■ **What needs to be done**
Word for word, repeat the lines of the records from the first line up to and including the line that contains "width:22px; height:22px; translate:-50%", passing over any pictures.
(Information supplied Opens)
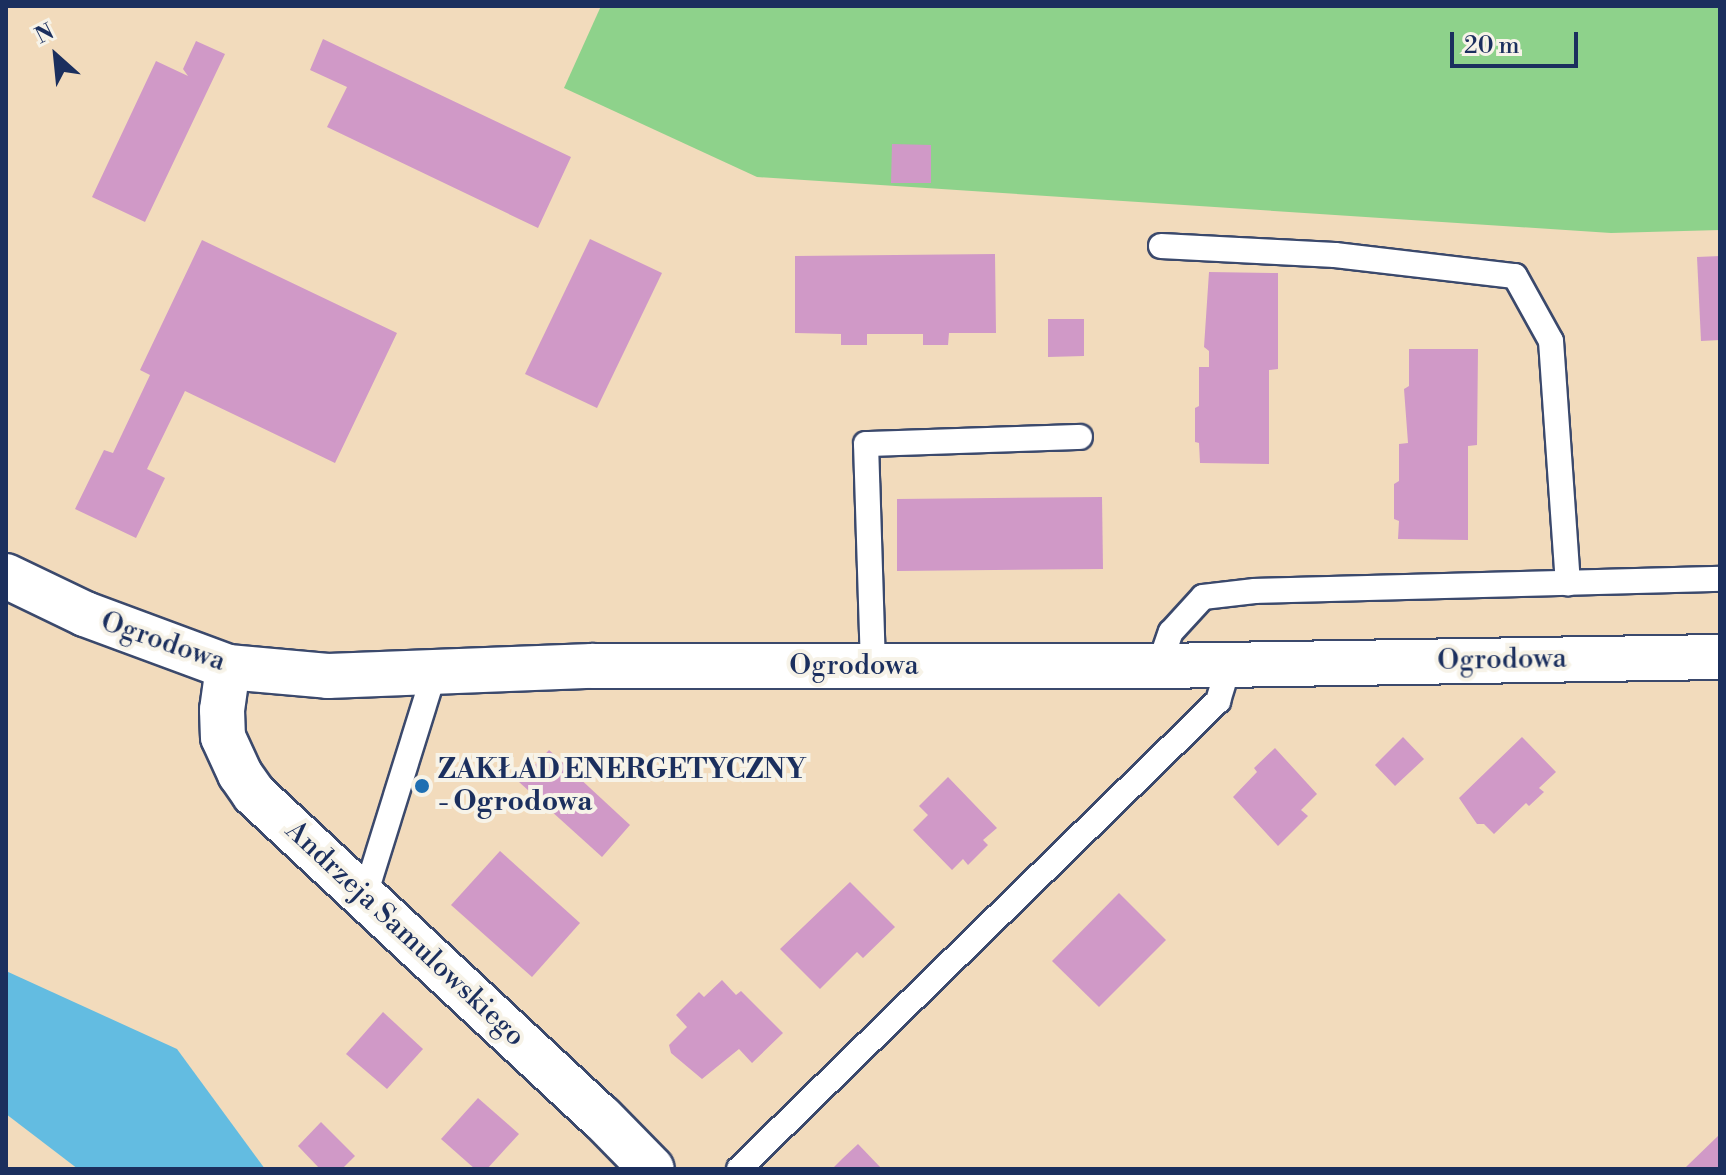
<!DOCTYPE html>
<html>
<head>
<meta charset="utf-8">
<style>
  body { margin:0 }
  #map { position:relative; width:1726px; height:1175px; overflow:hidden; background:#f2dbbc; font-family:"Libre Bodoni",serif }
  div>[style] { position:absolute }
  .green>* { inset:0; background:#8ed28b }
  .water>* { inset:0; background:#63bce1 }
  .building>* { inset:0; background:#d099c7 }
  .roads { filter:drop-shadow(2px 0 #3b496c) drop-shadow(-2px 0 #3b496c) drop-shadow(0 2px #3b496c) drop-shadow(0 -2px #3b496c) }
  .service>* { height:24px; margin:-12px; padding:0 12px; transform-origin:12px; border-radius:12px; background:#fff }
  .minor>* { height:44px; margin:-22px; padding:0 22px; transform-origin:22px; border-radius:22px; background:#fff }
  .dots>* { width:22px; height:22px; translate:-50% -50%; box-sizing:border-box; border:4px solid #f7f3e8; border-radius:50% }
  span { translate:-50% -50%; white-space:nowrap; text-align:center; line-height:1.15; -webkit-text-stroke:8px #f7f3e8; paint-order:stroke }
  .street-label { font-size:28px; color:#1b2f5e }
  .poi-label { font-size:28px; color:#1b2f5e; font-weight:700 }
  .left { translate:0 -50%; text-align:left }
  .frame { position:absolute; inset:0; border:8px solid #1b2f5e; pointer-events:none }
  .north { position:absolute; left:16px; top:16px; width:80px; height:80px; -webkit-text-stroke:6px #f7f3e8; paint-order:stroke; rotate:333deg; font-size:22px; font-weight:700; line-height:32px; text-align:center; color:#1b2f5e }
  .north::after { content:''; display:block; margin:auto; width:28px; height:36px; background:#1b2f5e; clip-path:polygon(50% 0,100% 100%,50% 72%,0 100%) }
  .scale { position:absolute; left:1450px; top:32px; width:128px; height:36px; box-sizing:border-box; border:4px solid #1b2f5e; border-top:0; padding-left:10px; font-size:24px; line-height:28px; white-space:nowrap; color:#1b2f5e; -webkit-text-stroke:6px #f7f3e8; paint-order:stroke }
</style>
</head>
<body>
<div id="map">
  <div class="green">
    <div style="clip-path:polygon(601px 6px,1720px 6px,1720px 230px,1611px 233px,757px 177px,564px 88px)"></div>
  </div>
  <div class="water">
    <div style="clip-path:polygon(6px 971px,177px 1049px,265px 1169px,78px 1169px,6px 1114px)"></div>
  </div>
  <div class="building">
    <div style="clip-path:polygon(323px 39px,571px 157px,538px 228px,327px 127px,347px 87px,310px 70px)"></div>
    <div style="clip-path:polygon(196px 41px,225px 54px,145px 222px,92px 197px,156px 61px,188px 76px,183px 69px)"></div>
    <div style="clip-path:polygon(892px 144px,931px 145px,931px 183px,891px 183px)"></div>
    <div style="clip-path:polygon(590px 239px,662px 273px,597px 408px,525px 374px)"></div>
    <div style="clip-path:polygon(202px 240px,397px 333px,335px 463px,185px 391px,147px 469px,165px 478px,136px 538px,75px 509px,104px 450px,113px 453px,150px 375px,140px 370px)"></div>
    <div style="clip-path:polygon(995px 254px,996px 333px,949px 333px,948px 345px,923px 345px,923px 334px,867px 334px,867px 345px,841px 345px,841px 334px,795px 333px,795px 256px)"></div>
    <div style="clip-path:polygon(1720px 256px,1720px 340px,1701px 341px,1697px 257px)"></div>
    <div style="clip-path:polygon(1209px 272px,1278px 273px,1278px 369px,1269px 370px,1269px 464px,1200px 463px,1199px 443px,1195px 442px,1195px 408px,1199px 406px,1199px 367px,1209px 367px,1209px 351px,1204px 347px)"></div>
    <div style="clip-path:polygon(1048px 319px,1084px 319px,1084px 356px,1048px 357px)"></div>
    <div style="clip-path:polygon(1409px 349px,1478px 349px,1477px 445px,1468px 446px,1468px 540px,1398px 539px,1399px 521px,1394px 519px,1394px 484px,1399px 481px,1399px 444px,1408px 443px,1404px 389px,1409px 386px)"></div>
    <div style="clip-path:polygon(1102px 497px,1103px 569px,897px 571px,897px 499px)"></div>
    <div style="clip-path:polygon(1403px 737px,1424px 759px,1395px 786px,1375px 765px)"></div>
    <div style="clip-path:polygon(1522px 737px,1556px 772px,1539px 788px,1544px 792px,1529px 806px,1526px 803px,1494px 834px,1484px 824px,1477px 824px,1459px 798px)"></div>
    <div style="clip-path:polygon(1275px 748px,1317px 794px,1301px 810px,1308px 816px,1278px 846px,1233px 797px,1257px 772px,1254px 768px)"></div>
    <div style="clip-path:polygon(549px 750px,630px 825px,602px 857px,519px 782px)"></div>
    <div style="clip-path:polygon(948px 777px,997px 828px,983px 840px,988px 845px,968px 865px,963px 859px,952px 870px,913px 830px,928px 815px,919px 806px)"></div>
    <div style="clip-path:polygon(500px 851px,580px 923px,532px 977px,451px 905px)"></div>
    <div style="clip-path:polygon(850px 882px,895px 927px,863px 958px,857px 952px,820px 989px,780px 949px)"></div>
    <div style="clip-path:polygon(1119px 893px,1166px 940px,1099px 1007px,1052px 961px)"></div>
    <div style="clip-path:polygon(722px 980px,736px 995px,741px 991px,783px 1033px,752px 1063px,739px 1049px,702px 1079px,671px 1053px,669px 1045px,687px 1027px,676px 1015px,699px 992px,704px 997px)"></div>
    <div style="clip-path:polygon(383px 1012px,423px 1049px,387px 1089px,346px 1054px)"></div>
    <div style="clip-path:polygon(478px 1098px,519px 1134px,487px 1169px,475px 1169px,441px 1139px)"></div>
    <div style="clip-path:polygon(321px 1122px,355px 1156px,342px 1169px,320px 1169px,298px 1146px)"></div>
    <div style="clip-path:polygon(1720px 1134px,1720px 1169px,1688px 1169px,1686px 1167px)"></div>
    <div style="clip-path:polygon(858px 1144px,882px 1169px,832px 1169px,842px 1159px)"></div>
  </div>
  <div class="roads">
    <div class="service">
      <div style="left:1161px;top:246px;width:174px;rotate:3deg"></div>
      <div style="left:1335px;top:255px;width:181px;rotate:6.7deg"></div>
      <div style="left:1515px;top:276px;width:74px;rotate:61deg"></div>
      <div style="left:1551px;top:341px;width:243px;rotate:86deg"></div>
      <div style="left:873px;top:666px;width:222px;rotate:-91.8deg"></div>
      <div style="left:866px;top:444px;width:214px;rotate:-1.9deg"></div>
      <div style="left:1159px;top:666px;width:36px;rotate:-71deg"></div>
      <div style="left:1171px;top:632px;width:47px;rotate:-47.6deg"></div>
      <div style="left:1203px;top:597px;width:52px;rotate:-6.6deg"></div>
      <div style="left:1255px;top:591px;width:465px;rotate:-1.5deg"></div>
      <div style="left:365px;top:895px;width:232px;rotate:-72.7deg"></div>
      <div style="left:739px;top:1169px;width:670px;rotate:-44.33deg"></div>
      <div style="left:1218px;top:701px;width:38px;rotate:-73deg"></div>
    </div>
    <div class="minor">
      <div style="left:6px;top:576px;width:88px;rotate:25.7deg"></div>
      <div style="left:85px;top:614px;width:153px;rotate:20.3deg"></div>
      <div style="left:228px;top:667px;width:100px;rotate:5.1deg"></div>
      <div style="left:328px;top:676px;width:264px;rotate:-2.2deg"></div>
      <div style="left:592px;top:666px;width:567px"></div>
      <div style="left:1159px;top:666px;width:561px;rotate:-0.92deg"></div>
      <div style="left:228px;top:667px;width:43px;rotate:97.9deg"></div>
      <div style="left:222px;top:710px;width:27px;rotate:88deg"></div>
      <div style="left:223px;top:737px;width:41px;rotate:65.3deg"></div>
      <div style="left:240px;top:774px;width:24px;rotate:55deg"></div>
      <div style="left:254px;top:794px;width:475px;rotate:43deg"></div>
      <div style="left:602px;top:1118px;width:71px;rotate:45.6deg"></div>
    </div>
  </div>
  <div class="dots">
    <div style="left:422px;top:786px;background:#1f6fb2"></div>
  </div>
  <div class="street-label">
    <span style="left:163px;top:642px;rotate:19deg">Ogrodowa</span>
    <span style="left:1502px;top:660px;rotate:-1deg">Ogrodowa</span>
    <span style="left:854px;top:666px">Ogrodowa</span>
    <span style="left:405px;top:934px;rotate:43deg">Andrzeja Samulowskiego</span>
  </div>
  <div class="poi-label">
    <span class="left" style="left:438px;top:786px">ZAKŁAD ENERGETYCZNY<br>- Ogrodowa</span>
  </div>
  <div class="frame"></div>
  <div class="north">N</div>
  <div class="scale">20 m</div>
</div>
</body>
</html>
(Information supplied Closes)
■ **Response below**
<!DOCTYPE html>
<html>
<head>
<meta charset="utf-8">
<style>
  body { margin:0 }
  #map { position:relative; width:1726px; height:1175px; overflow:hidden; background:#f2dbbc; font-family:"Libre Bodoni",serif }
  div>[style] { position:absolute }
  .green>* { inset:0; background:#8ed28b }
  .water>* { inset:0; background:#63bce1 }
  .building>* { inset:0; background:#d099c7 }
  .roads { filter:drop-shadow(2px 0 #3b496c) drop-shadow(-2px 0 #3b496c) drop-shadow(0 2px #3b496c) drop-shadow(0 -2px #3b496c) }
  .service>* { height:24px; margin:-12px; padding:0 12px; transform-origin:12px; border-radius:12px; background:#fff }
  .minor>* { height:44px; margin:-22px; padding:0 22px; transform-origin:22px; border-radius:22px; background:#fff }
  .dots>* { width:22px; height:22px; translate:-50% -50%; box-sizing:border-box; border:4px solid #f7f3e8; border-radius:50% }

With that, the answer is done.